Task requirements: The answer must consist of every line below containing "textBaseline".

___ Extracted entries

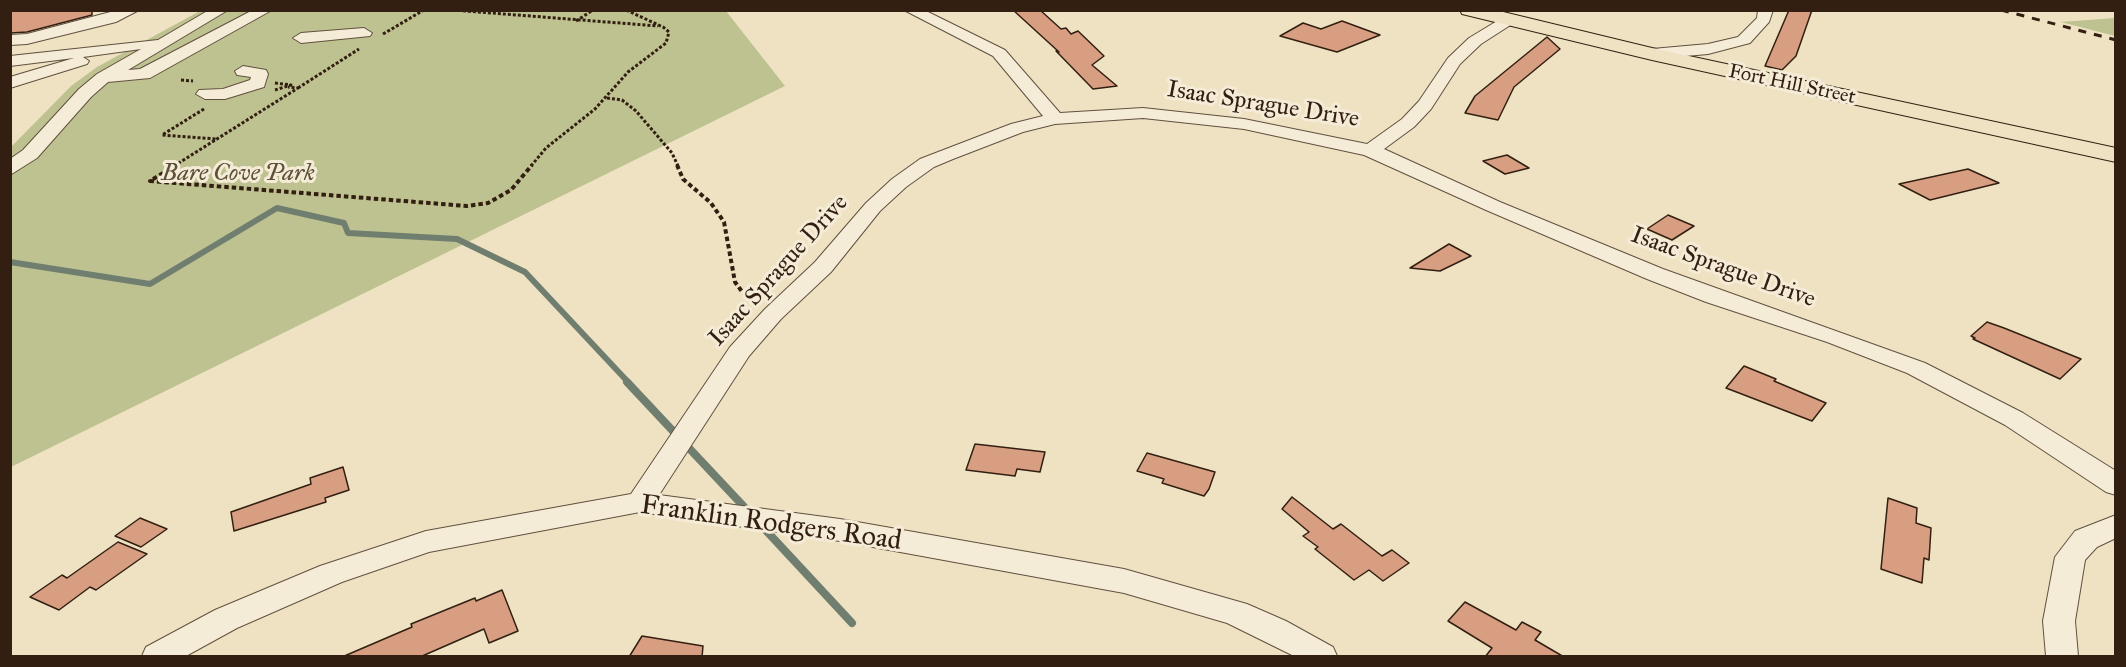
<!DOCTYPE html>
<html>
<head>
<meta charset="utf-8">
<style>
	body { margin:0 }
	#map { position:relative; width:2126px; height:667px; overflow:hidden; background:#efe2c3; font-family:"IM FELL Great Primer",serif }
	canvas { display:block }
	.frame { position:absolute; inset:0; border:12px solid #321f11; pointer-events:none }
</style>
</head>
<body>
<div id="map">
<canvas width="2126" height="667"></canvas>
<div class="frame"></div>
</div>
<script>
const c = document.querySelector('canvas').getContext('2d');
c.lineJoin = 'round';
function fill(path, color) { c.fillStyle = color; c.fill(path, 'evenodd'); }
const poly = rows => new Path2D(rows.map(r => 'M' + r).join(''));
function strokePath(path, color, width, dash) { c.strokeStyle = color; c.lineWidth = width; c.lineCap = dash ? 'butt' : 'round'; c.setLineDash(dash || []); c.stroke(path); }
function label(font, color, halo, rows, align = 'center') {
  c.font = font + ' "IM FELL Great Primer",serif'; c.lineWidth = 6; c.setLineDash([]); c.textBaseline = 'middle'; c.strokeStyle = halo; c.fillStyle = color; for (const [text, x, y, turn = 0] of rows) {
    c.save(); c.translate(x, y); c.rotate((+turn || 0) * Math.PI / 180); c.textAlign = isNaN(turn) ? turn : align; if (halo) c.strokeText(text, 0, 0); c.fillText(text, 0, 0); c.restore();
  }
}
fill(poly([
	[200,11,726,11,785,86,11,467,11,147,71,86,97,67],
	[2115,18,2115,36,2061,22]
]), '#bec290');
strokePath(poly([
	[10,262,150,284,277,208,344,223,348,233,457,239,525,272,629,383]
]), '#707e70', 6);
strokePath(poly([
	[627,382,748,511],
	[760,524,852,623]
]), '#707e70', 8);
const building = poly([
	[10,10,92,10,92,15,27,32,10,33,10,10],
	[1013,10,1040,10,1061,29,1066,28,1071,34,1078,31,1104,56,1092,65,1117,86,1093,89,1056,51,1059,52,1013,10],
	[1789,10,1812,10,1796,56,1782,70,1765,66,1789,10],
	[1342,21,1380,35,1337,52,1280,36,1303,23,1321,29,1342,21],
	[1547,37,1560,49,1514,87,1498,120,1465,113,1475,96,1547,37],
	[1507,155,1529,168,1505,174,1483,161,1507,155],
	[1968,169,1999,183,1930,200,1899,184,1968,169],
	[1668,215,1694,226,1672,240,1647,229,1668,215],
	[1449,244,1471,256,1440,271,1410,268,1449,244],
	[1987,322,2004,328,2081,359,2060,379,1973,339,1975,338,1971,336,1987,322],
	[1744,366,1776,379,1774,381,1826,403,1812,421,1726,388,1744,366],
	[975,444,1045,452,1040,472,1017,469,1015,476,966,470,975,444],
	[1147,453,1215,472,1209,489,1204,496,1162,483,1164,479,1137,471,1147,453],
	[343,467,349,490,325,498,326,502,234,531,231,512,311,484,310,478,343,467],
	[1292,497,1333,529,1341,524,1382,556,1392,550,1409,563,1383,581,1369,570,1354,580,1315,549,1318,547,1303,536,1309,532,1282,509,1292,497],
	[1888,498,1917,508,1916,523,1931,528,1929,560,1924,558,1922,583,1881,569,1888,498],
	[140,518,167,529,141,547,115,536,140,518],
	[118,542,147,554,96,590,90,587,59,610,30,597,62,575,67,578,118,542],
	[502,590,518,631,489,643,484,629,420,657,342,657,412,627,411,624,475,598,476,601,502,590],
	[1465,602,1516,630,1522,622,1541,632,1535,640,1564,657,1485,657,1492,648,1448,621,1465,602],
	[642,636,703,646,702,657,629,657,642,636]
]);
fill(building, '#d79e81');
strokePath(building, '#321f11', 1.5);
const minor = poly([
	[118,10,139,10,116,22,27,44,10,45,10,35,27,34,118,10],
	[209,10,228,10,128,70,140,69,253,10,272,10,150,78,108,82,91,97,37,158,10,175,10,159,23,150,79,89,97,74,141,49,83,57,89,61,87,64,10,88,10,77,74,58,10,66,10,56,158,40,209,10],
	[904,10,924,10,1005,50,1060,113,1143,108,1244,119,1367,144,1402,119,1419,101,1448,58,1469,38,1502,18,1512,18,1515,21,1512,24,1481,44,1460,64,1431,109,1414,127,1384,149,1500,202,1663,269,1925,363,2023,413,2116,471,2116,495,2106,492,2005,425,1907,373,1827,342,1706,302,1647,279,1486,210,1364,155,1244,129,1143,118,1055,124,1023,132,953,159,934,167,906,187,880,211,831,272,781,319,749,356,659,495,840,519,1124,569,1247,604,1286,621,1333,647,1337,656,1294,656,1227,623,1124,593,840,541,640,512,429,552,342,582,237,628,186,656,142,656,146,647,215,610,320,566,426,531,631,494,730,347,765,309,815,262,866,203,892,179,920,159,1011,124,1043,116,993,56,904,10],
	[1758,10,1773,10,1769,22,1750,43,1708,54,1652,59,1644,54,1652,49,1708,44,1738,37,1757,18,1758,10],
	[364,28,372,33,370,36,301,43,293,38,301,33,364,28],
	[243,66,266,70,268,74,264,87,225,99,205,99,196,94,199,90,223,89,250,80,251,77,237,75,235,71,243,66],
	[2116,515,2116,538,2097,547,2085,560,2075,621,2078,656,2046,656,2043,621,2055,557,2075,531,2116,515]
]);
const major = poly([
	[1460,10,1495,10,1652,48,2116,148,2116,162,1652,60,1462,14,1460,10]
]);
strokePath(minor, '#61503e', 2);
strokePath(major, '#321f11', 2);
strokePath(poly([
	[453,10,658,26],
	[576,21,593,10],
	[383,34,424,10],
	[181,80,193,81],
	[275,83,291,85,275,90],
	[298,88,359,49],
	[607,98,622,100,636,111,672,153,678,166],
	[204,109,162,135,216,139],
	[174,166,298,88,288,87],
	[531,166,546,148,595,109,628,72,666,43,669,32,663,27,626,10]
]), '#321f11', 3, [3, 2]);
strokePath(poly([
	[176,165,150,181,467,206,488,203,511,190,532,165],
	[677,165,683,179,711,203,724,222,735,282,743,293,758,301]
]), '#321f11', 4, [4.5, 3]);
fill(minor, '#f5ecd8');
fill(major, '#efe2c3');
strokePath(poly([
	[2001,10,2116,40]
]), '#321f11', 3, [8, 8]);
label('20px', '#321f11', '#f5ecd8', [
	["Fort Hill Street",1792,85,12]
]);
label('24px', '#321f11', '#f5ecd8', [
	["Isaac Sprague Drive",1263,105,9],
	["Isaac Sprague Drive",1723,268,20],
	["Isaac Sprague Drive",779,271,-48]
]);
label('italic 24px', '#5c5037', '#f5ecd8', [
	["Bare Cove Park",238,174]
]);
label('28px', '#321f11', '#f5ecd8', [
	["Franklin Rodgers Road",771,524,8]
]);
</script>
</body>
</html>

______
___ Extracted entries

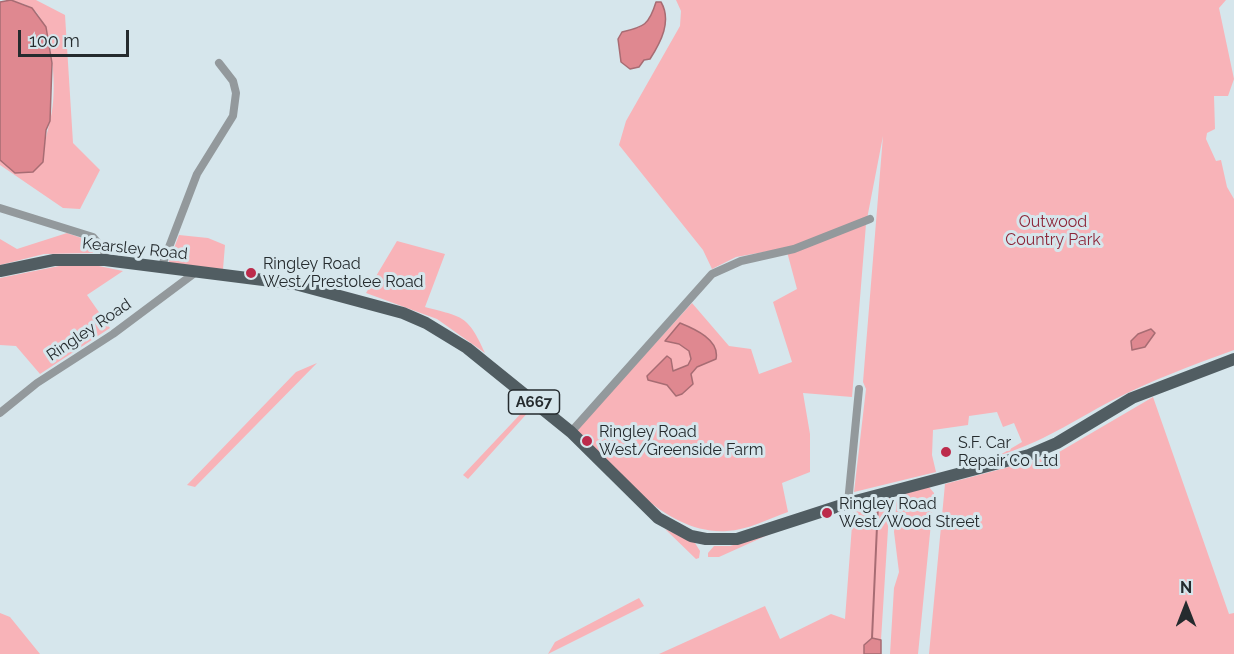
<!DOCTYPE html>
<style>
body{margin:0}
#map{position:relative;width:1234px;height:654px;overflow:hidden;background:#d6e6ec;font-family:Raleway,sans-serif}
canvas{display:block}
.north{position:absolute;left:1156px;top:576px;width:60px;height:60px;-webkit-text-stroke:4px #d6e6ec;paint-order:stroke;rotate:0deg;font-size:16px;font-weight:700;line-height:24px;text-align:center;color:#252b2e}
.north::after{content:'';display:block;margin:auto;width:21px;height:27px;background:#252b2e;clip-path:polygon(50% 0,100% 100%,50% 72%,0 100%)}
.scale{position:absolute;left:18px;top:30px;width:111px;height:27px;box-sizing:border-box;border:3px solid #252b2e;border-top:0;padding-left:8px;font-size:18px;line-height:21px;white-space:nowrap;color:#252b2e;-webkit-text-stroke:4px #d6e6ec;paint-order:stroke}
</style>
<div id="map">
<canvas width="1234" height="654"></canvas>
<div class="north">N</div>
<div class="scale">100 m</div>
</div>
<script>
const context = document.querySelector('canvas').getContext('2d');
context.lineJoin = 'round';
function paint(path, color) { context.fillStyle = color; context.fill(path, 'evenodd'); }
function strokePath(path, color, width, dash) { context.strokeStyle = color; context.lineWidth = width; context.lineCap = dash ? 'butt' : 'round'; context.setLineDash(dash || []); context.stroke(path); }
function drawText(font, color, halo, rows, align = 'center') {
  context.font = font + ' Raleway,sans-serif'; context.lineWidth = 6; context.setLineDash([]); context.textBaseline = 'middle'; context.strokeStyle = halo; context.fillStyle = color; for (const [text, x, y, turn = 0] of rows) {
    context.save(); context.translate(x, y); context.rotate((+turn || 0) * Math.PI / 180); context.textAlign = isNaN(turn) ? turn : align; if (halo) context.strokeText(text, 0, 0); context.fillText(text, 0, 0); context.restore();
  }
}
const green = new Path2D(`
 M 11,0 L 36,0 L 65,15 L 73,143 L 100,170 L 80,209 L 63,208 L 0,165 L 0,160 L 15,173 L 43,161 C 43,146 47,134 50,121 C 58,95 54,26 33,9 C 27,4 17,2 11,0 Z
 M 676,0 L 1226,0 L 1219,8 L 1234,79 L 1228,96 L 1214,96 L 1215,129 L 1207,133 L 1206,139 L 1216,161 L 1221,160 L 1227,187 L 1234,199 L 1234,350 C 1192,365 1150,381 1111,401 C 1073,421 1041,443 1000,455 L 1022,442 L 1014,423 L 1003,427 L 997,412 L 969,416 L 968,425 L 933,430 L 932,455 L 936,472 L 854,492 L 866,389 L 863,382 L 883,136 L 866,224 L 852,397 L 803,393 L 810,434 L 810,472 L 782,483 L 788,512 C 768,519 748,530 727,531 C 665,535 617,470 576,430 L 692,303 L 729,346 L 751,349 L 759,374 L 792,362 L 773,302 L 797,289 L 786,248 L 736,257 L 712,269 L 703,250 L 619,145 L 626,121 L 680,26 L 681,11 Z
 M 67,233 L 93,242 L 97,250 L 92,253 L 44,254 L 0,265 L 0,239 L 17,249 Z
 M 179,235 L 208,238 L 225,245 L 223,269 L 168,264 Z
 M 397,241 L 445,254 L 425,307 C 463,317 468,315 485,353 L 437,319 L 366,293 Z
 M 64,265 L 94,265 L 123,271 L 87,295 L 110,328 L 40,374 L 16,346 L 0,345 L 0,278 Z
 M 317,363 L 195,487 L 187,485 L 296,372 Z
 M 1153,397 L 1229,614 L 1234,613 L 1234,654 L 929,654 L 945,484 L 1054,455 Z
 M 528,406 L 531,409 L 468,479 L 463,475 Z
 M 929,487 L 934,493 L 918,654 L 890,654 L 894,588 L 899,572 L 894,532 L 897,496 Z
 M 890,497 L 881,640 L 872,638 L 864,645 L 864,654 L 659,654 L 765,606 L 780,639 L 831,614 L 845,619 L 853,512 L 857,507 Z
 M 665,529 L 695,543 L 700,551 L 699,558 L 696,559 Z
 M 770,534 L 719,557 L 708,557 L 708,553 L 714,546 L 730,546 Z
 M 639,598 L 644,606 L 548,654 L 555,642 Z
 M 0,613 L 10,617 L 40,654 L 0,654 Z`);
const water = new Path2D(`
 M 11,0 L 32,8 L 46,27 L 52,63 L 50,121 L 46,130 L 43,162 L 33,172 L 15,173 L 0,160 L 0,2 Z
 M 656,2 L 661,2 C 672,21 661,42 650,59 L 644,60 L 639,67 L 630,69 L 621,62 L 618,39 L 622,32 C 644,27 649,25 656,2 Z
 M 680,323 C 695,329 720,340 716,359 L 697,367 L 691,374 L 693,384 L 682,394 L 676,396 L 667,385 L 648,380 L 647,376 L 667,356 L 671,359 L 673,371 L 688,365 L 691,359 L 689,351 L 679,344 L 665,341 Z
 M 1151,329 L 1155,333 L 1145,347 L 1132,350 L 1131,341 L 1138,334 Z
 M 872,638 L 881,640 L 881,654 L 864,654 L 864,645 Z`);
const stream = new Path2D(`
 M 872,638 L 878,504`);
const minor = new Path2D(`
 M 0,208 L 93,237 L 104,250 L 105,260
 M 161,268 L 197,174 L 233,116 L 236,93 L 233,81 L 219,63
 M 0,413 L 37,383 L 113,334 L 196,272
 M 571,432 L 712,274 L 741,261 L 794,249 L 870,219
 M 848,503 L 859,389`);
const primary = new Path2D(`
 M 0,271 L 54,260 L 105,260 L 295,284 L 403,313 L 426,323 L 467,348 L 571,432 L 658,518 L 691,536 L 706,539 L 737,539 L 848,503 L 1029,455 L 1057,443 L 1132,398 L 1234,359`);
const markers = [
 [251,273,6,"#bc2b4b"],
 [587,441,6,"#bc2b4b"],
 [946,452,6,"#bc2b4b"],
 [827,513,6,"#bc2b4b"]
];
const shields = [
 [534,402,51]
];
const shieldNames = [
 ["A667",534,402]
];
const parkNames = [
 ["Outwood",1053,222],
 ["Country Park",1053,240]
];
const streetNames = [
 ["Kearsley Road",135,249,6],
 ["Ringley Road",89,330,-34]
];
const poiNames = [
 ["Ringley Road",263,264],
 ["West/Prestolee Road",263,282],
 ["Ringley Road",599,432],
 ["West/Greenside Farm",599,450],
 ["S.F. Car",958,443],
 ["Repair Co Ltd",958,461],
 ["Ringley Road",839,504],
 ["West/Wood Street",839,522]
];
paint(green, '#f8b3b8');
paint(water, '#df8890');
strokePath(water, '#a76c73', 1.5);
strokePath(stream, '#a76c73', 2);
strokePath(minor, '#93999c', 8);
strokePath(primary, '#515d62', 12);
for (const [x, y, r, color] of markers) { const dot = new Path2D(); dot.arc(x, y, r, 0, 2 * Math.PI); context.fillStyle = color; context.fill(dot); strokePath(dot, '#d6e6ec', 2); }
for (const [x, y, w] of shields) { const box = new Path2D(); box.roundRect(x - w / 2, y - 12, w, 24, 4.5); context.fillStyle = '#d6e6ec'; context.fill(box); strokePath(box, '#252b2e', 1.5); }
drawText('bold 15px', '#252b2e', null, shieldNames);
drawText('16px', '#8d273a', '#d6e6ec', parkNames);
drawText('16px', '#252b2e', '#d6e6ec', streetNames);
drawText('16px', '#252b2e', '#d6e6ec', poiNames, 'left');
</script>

______

Response to this task:
  c.font = font + ' "IM FELL Great Primer",serif'; c.lineWidth = 6; c.setLineDash([]); c.textBaseline = 'middle'; c.strokeStyle = halo; c.fillStyle = color; for (const [text, x, y, turn = 0] of rows) {
  context.font = font + ' Raleway,sans-serif'; context.lineWidth = 6; context.setLineDash([]); context.textBaseline = 'middle'; context.strokeStyle = halo; context.fillStyle = color; for (const [text, x, y, turn = 0] of rows) {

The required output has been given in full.